I have written a scrapy crawlspider to crawl a site with a structure like category page > type page > list page > item page. On the category page there are many categories of machines each of which has a type page with lots of types, each of the different types has a list of items, then finally each machine has a page with info about it.
My spider has a rule to get from the home page to the category page where I define the callback parsecatpage, this generates an item, grabs the category and yields a new request for each category on the page. I pass the item and the category name with request.meta and specify the callback is parsetype page.
Parsetypepage gets the item from response.meta then yields requests for each type and passes the item, and the concatenation of category and type along with it in the request.meta. The callback is parsemachinelist.

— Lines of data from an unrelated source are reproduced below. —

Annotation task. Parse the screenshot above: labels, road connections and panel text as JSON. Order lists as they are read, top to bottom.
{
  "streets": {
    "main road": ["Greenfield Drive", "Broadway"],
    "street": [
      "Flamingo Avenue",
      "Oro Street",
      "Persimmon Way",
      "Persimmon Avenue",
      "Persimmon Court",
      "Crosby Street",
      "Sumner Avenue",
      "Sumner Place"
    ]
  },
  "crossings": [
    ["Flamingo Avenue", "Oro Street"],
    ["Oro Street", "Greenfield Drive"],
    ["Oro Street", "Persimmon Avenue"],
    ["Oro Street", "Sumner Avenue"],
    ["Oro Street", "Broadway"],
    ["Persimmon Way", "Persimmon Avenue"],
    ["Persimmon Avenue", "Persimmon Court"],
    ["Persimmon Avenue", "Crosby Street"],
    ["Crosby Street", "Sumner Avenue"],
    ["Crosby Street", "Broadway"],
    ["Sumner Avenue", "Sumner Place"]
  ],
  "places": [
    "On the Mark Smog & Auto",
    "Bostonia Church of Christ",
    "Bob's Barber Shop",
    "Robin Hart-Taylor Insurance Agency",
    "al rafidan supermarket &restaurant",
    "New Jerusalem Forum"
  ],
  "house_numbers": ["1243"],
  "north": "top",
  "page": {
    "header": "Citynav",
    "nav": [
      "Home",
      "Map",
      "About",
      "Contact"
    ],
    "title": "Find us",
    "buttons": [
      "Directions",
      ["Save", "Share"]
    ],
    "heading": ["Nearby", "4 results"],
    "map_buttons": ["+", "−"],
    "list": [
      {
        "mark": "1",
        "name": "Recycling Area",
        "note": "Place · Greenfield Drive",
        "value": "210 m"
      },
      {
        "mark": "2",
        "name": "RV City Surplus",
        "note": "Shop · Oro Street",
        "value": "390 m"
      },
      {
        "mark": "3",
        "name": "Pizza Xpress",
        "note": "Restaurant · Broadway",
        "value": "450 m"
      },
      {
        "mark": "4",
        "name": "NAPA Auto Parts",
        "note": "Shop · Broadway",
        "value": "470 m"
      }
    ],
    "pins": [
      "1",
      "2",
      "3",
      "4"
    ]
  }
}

Parsemachinelist gets the item from response.meta then yields requests for each item on the list and passes the item, category/type, description via request.meta to the final callback, parsemachine. This gets the meta attributes and populates all the fields in the item using the info on the page and the info that was passed from the previous pages and finally yields an item.
If I limit this to a single category and type (with for example contains[#href, "filter=c:Grinders"] and contains[#href, "filter=t:Disc+-+Horizontal%2C+Single+End"]) then it works and there is a machine item for each machine on the final page. The problem is that once I allow the spider to scrapy all the categories and all the types it only returns scrapy items for the machines on the first of the final pages it gets to and once it has done that the spider is finished and doesn't get the other categories etc.

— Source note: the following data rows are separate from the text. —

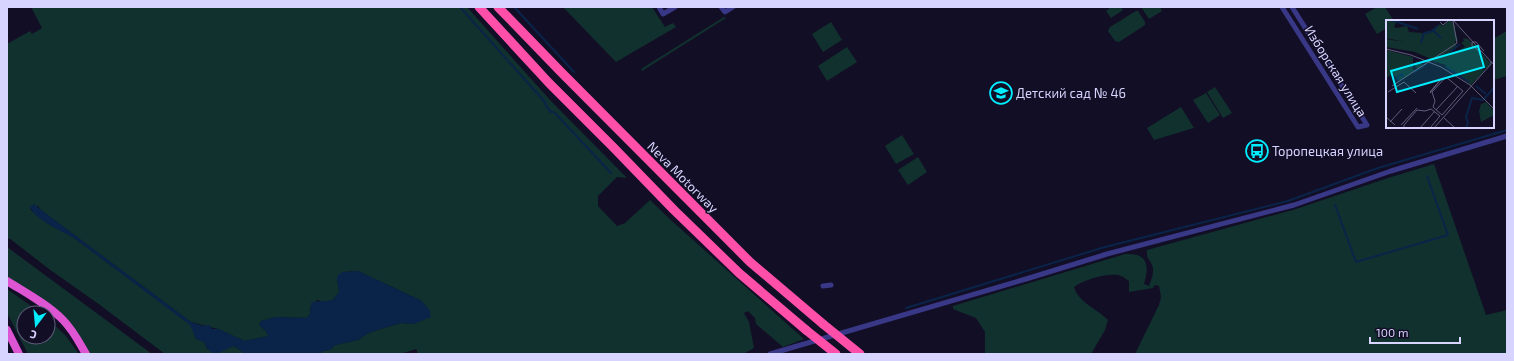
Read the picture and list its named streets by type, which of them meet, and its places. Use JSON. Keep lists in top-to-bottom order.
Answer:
{
  "streets": {
    "highway": ["Neva Motorway"],
    "street": ["Изборская улица"]
  },
  "places": {
    "school or university": ["Детский сад № 46"],
    "bus stop": ["Торопецкая улица"]
  },
  "scale_bar": "100 m",
  "north": "bottom"
}
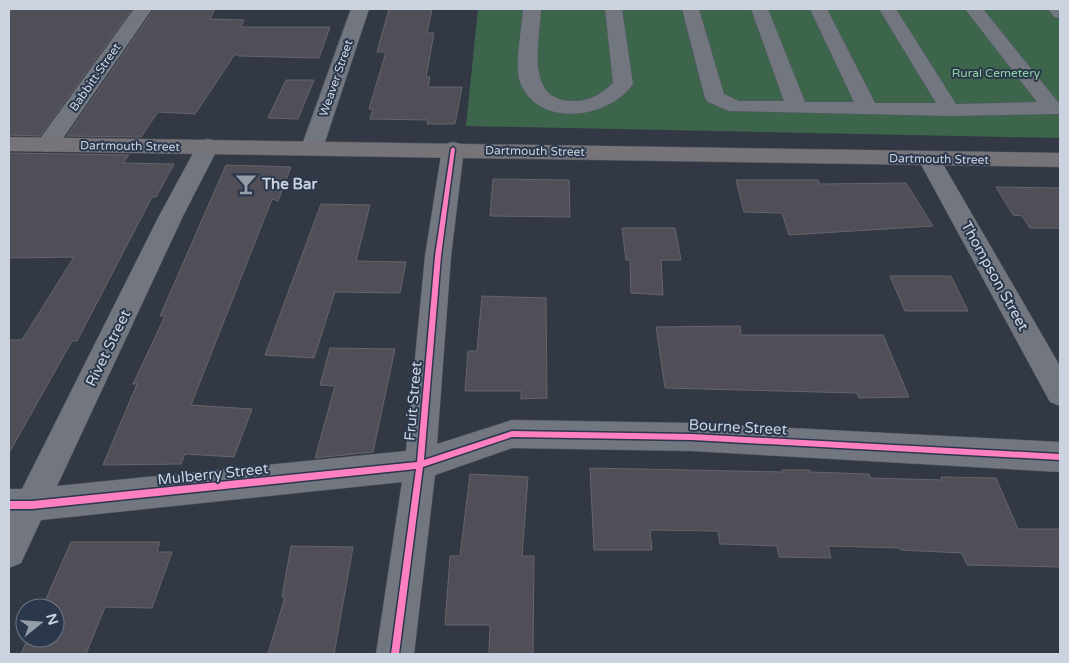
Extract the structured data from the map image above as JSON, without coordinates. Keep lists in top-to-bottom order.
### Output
{
  "streets": {
    "main road": ["Dartmouth Street"],
    "street": [
      "Babbitt Street",
      "Weaver Street",
      "Thompson Street",
      "Rivet Street",
      "Fruit Street",
      "Bourne Street",
      "Mulberry Street"
    ]
  },
  "crossings": [
    ["Babbitt Street", "Dartmouth Street"],
    ["Weaver Street", "Dartmouth Street"],
    ["Dartmouth Street", "Thompson Street"],
    ["Dartmouth Street", "Rivet Street"],
    ["Dartmouth Street", "Fruit Street"],
    ["Rivet Street", "Mulberry Street"],
    ["Fruit Street", "Bourne Street"],
    ["Fruit Street", "Mulberry Street"],
    ["Bourne Street", "Mulberry Street"]
  ],
  "parks": ["Rural Cemetery"],
  "places": {
    "bar": ["The Bar"]
  },
  "north": "right"
}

Here is the (anonymous) code
from scrapy.selector import HtmlXPathSelector
from scrapy.contrib.linkextractors.sgml import SgmlLinkExtractor
from scrapy.contrib.spiders import CrawlSpider, Rule
from scrapy.http import Request
from myspider.items import MachineItem
import urlparse
class MachineSpider(CrawlSpider):
name = 'myspider'
allowed_domains = ['example.com']
start_urls = ['http://www.example.com/index.php']
rules = (
Rule(SgmlLinkExtractor(allow_domains=('example.com'),allow=('12\.html'),unique=True),callback='parsecatpage'),
)
def parsecatpage(self, response):
hxs = HtmlXPathSelector(response)
#this works, next line doesn't categories = hxs.select('//a[contains(#href, "filter=c:Grinders")]')

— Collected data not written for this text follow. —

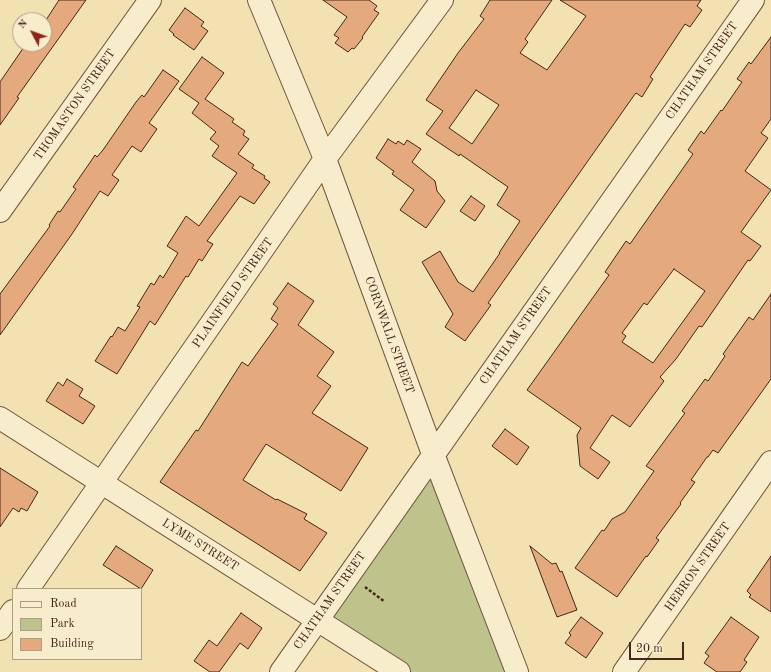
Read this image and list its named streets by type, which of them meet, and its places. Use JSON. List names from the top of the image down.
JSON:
{
  "streets": {
    "street": [
      "CHATHAM STREET",
      "THOMASTON STREET",
      "PLAINFIELD STREET",
      "CORNWALL STREET",
      "LYME STREET",
      "HEBRON STREET"
    ]
  },
  "crossings": [
    ["CHATHAM STREET", "CORNWALL STREET"],
    ["CHATHAM STREET", "LYME STREET"],
    ["PLAINFIELD STREET", "CORNWALL STREET"],
    ["PLAINFIELD STREET", "LYME STREET"]
  ],
  "legend": ["Road", "Park", "Building"],
  "scale_bar": "20 m",
  "north": "top left"
}
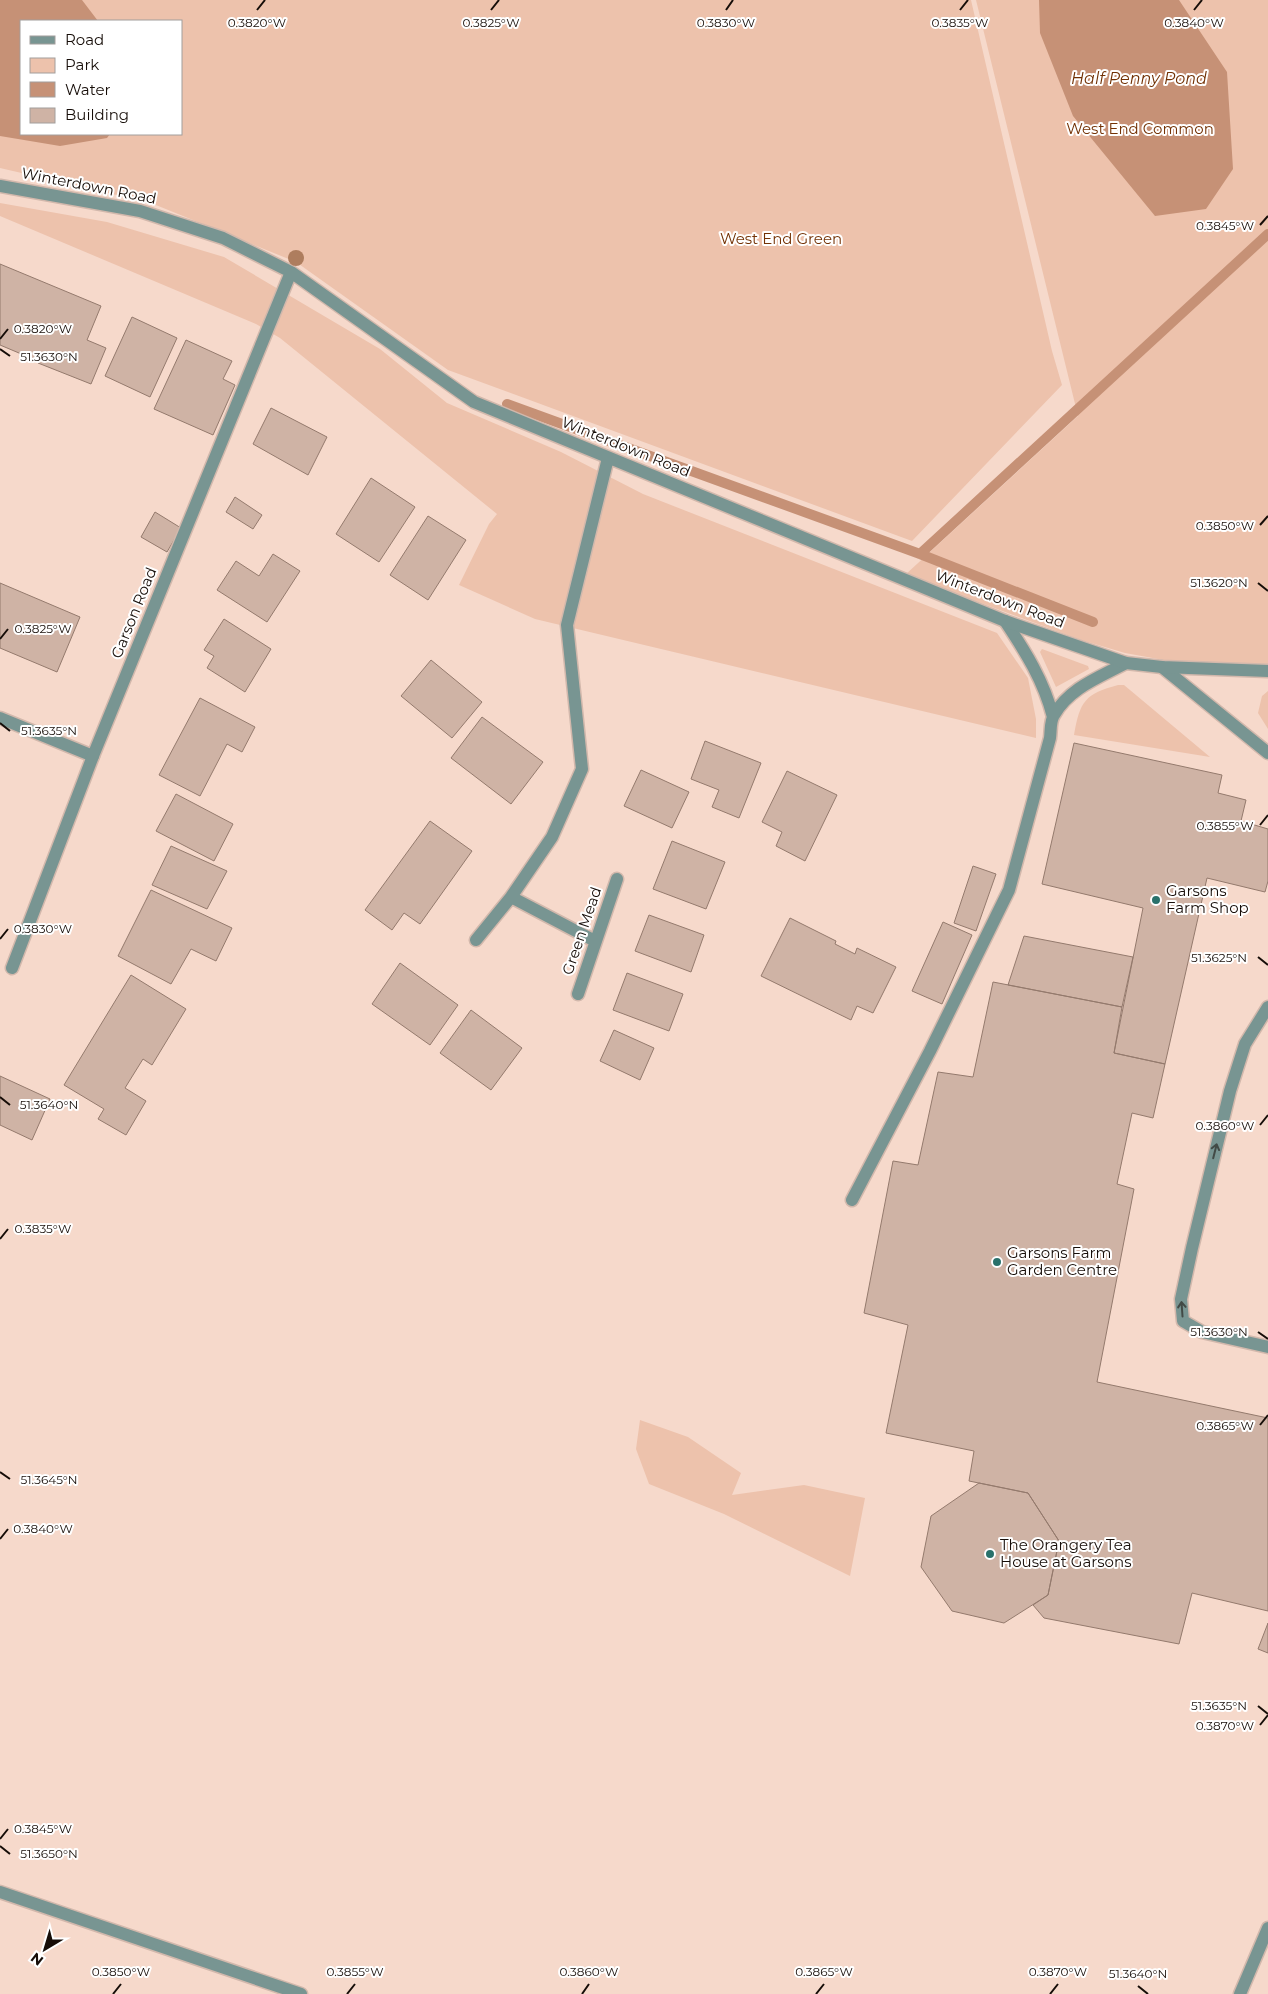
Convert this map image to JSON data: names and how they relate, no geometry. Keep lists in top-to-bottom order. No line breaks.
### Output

categories = hxs.select('//a[contains(#href, "filter=c:Grinders") or contains(#href, "filter=c:Lathes")]')
for cat in categories:
item = MachineItem()
req = Request(urlparse.urljoin(response.url,''.join(cat.select("#href").extract()).strip()),callback=self.parsetypepage)
req.meta['item'] = item
req.meta['machinecategory'] = ''.join(cat.select("./text()").extract())
yield req
def parsetypepage(self, response):
hxs = HtmlXPathSelector(response)
#this works, next line doesn't types = hxs.select('//a[contains(#href, "filter=t:Disc+-+Horizontal%2C+Single+End")]')
types = hxs.select('//a[contains(#href, "filter=t:Disc+-+Horizontal%2C+Single+End") or contains(#href, "filter=t:Lathe%2C+Production")]')
for typ in types:
item = response.meta['item']
req = Request(urlparse.urljoin(response.url,''.join(typ.select("#href").extract()).strip()),callback=self.parsemachinelist)
req.meta['item'] = item
req.meta['machinecategory'] = ': '.join([response.meta['machinecategory'],''.join(typ.select("./text()").extract())])
yield req
def parsemachinelist(self, response):
hxs = HtmlXPathSelector(response)
for row in hxs.select('//tr[contains(td/a/#href, "action=searchdet")]'):
item = response.meta['item']
req = Request(urlparse.urljoin(response.url,''.join(row.select('./td/a[contains(#href,"action=searchdet")]/#href').extract()).strip()),callback=self.parsemachine)
print urlparse.urljoin(response.url,''.join(row.select('./td/a[contains(#href,"action=searchdet")]/#href').extract()).strip())
req.meta['item'] = item
req.meta['descr'] = row.select('./td/div/text()').extract()
req.meta['machinecategory'] = response.meta['machinecategory']
yield req
def parsemachine(self, response):
hxs = HtmlXPathSelector(response)
item = response.meta['item']
item['machinecategory'] = response.meta['machinecategory']
item['comp_name'] = 'Name'
item['description'] = response.meta['descr']
item['makemodel'] = ' '.join([''.join(hxs.select('//table/tr[contains(td/strong/text(), "Make")]/td/text()').extract()),''.join(hxs.select('//table/tr[contains(td/strong/text(), "Model")]/td/text()').extract())])
item['capacity'] = hxs.select('//tr[contains(td/strong/text(), "Capacity")]/td/text()').extract()
relative_image_url = hxs.select('//img[contains(#src, "custom/modules/images")]/#src')[0].extract()
abs_image_url = urlparse.urljoin(response.url, relative_image_url.strip())
item['image_urls'] = [abs_image_url]
yield item
SPIDER = MachineSpider()
So for example the spider will find Grinders on the category page and go to the Grinder type page where it will find the Disc Horizontal Single End type, then it will go to that page and find the list of machines and go to each machines page and finally there will be an item for each machine. If you try and go to Grinders and Lathes though it will run through the Grinders fine then it will crawl the Lathes and Lathes type pages and stop there without generating the requests for the Lathes list page and the final Lathes pages.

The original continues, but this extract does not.